Records to process Start Marker

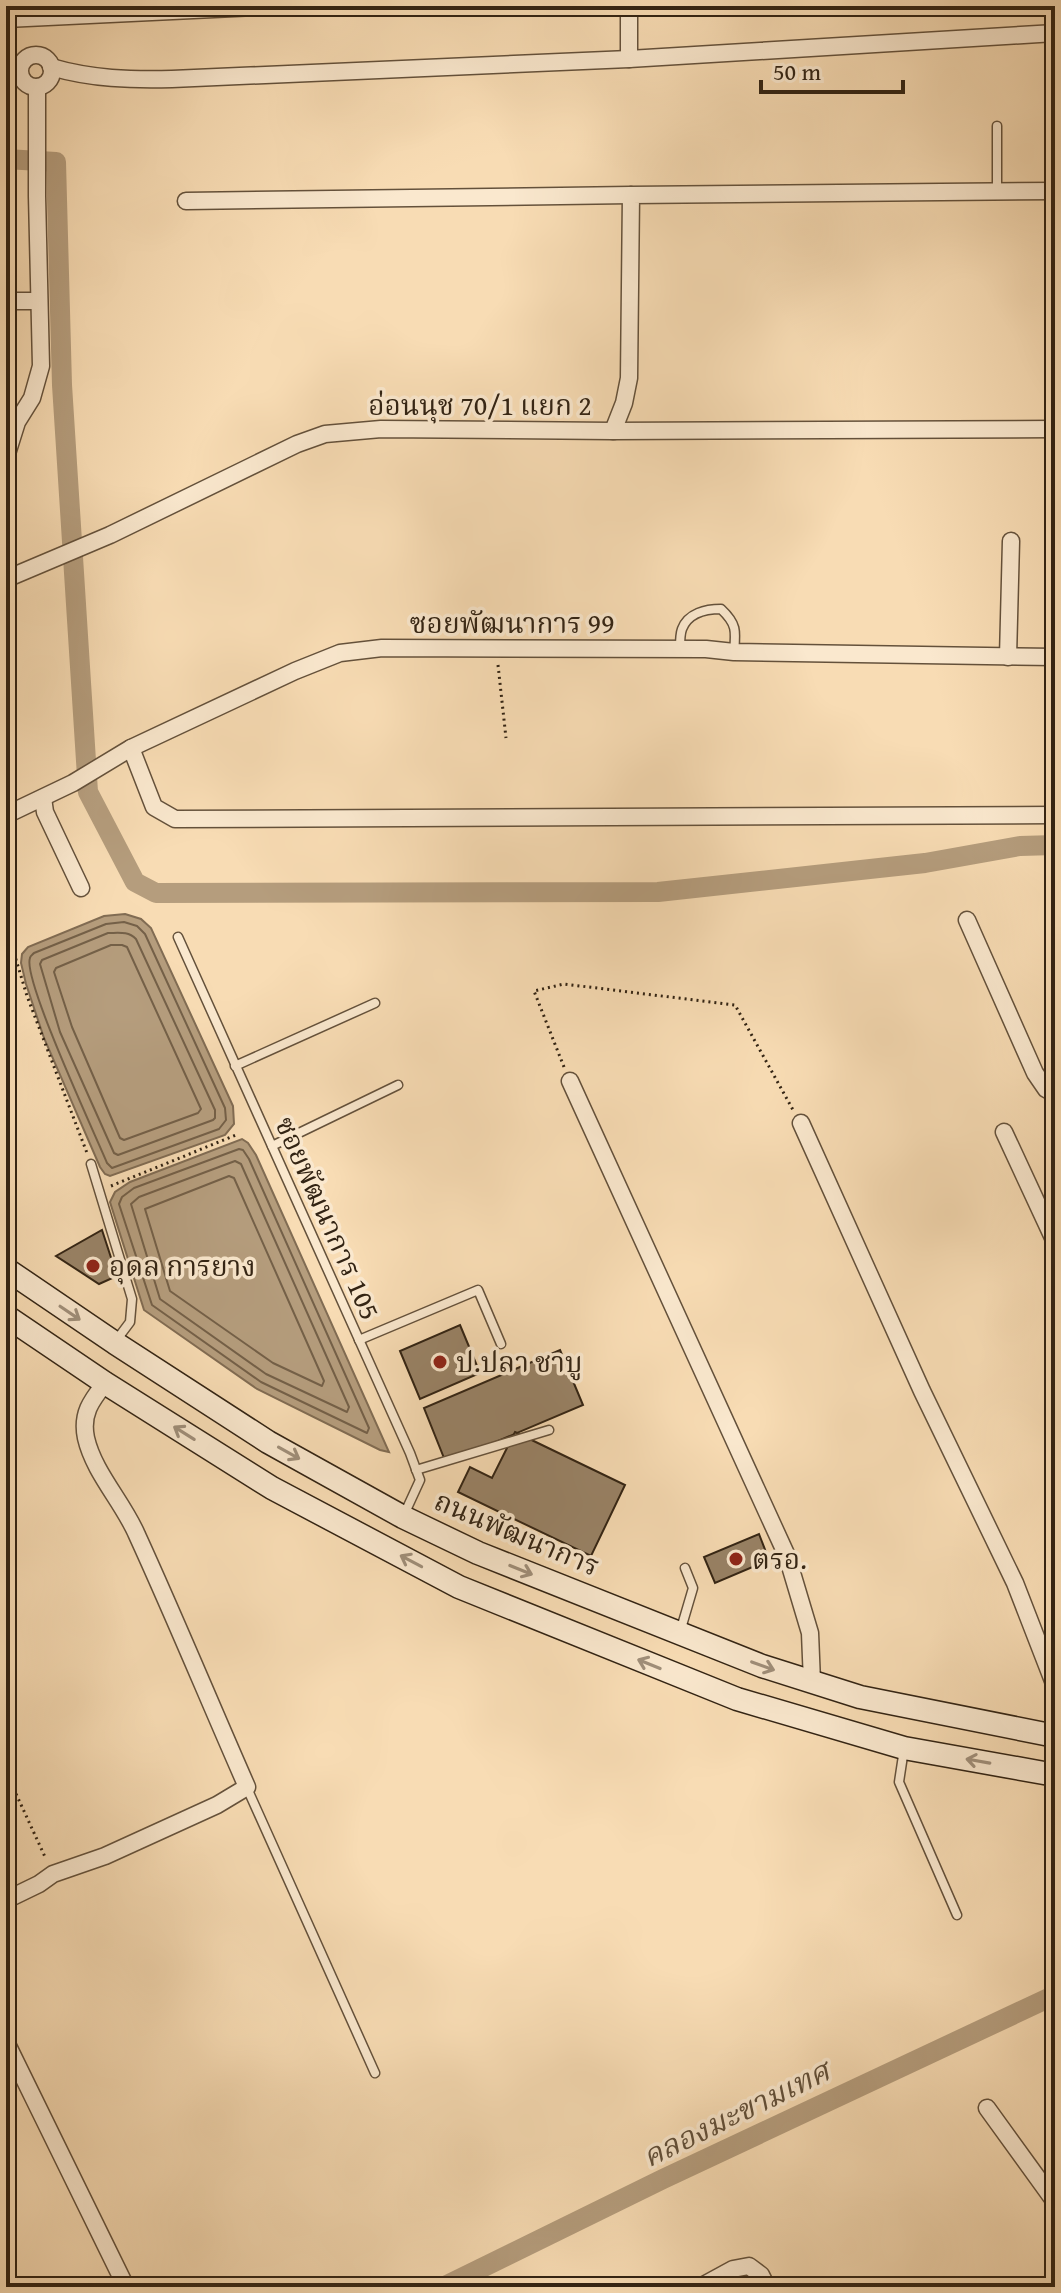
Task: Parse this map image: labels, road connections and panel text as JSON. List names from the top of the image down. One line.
{"streets":{"main road":["ถนนพัฒนาการ"],"street":["อ่อนนุช 70/1 แยก 2","ซอยพัฒนาการ 99"],"lane":["ซอยพัฒนาการ 105"]},"water":["คลองมะขามเทศ"],"places":["อุดล การยาง","ป.ปลา ชาบู","ตรอ."],"scale_bar":"50 m"}
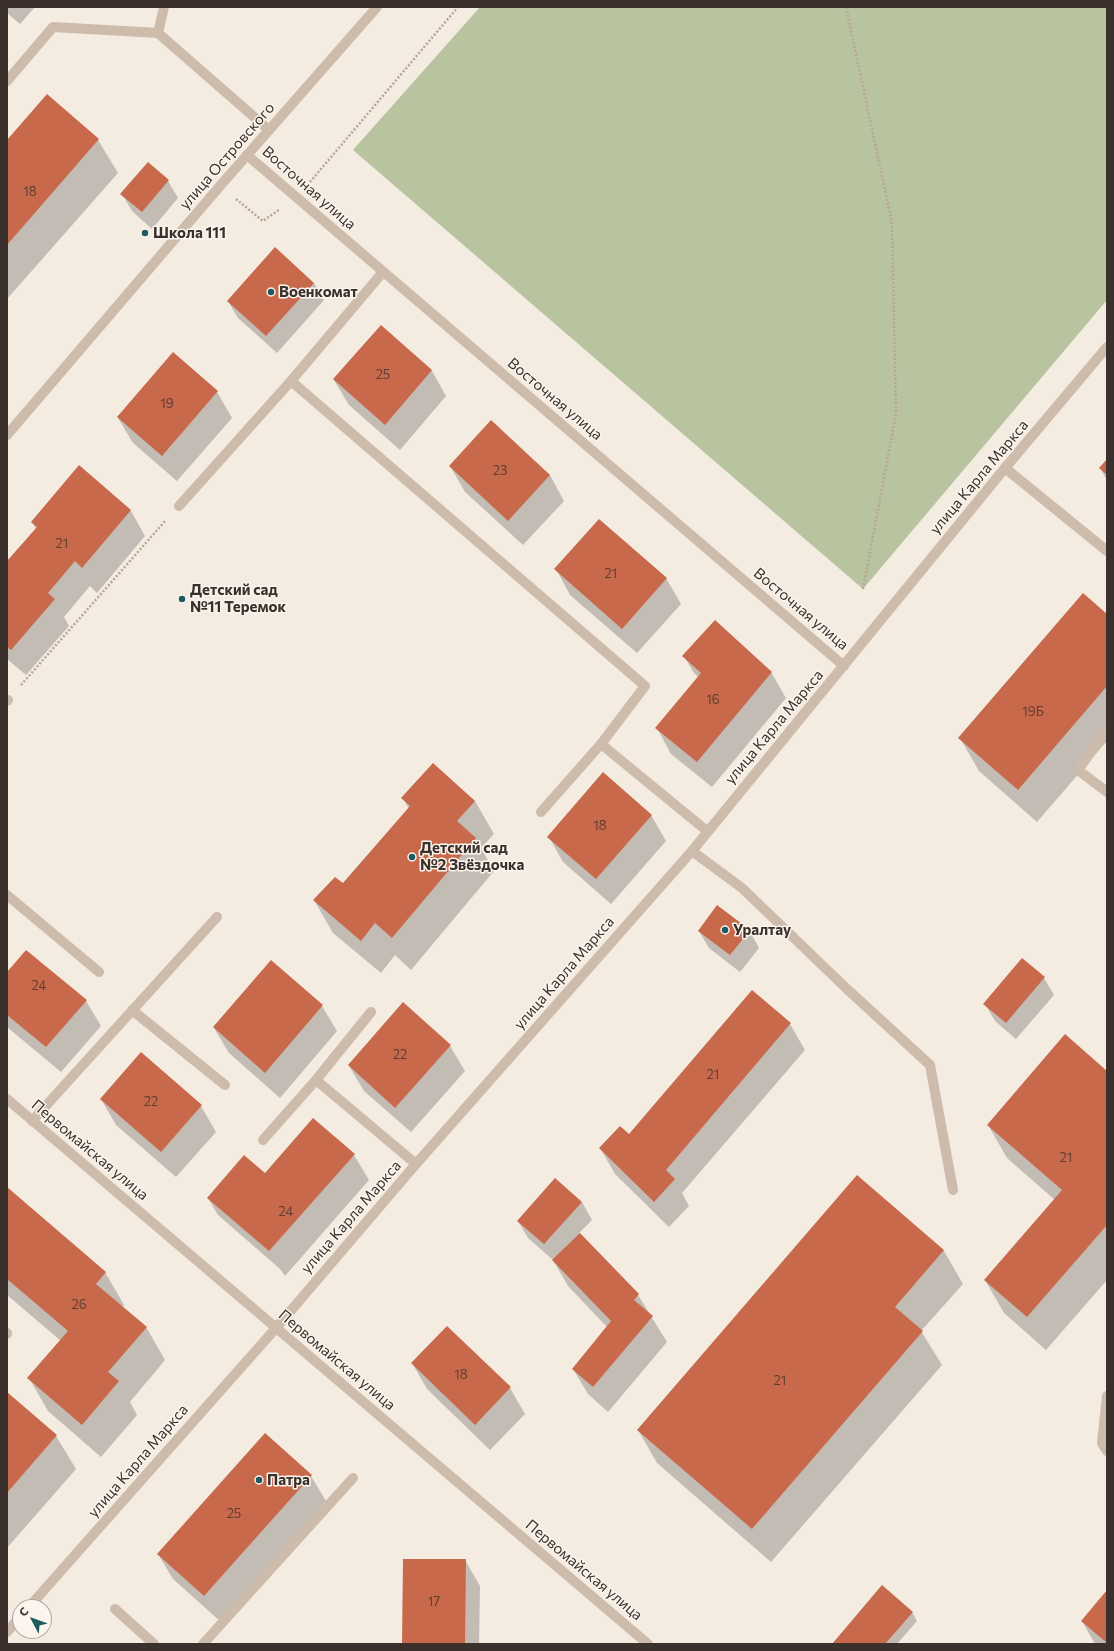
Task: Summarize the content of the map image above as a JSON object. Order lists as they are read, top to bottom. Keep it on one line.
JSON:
{"streets":{"street":["улица Островского","Восточная улица","улица Карла Маркса","Первомайская улица"]},"crossings":[["улица Островского","Восточная улица"],["Восточная улица","улица Карла Маркса"],["улица Карла Маркса","Первомайская улица"]],"places":["Школа 111","Военкомат","Детский сад №11 Теремок","Детский сад №2 Звёздочка","Уралтау","Патра"],"house_numbers":["18","25","19","23","21","21","16","19Б","18","24","22","21","22","21","24","26","18","21","25","17"],"north":"top left"}
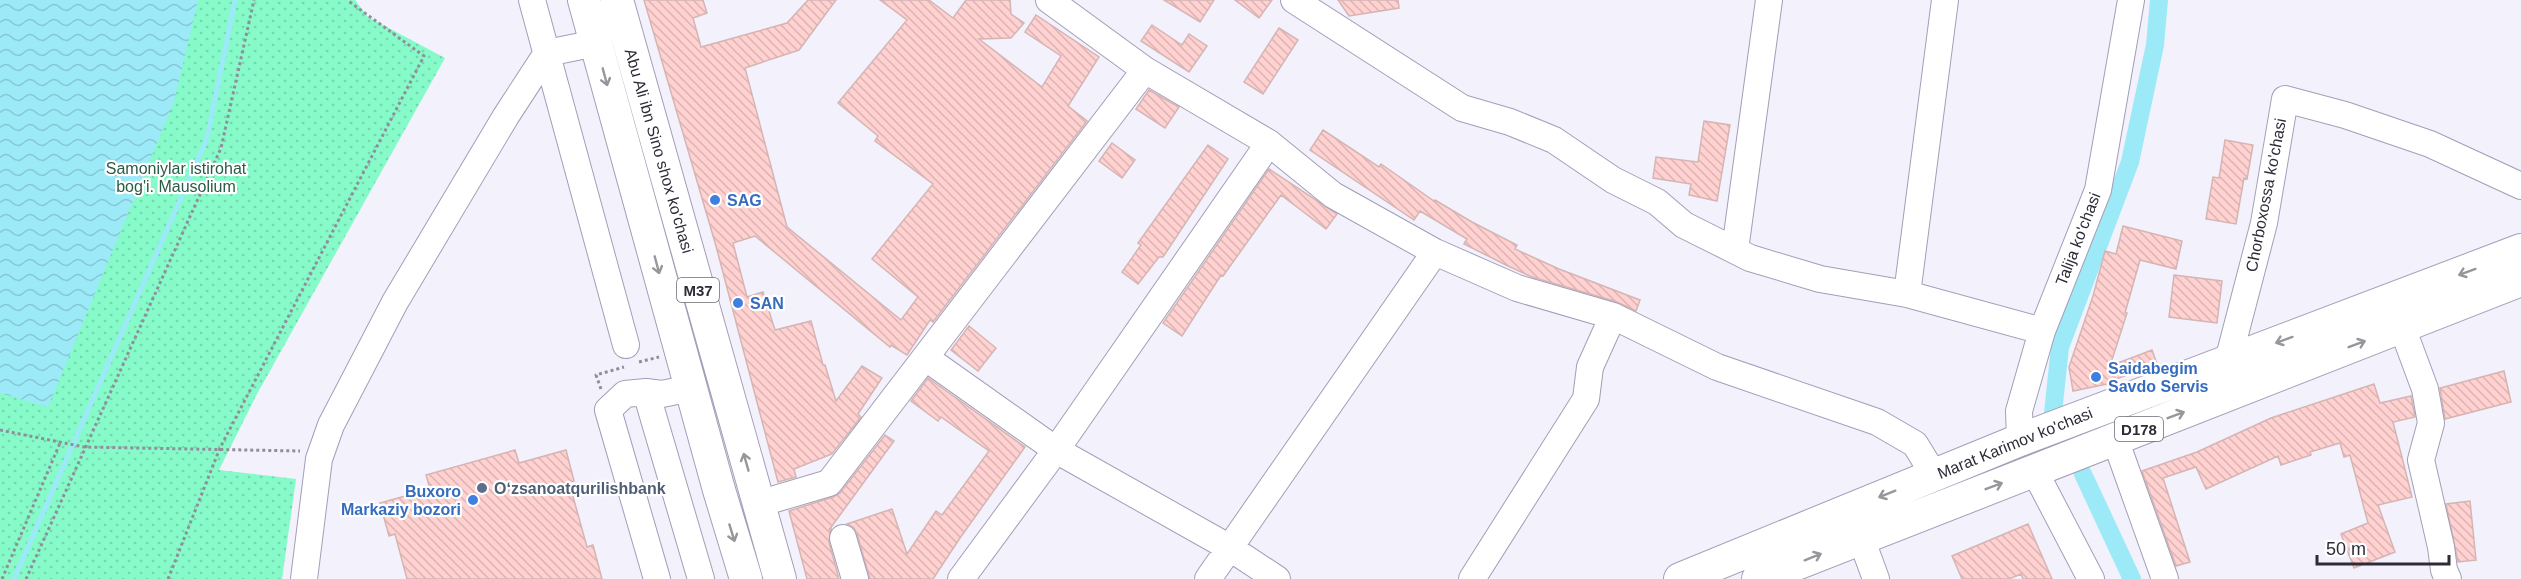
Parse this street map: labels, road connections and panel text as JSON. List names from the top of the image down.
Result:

Records to process End Marker

◆ **What the task requires**: Set down all of the entries exactly. Leave the pictures out.

◆ **Answer to this task**:
Task: Parse this map image: labels, road connections and panel text as JSON. List names from the top of the image down. One line.
{"streets":{"main road":["ถนนพัฒนาการ"],"street":["อ่อนนุช 70/1 แยก 2","ซอยพัฒนาการ 99"],"lane":["ซอยพัฒนาการ 105"]},"water":["คลองมะขามเทศ"],"places":["อุดล การยาง","ป.ปลา ชาบู","ตรอ."],"scale_bar":"50 m"}
Task: Summarize the content of the map image above as a JSON object. Order lists as they are read, top to bottom. Keep it on one line.
JSON:
{"streets":{"street":["улица Островского","Восточная улица","улица Карла Маркса","Первомайская улица"]},"crossings":[["улица Островского","Восточная улица"],["Восточная улица","улица Карла Маркса"],["улица Карла Маркса","Первомайская улица"]],"places":["Школа 111","Военкомат","Детский сад №11 Теремок","Детский сад №2 Звёздочка","Уралтау","Патра"],"house_numbers":["18","25","19","23","21","21","16","19Б","18","24","22","21","22","21","24","26","18","21","25","17"],"north":"top left"}
Parse this street map: labels, road connections and panel text as JSON. List names from the top of the image down.
Result:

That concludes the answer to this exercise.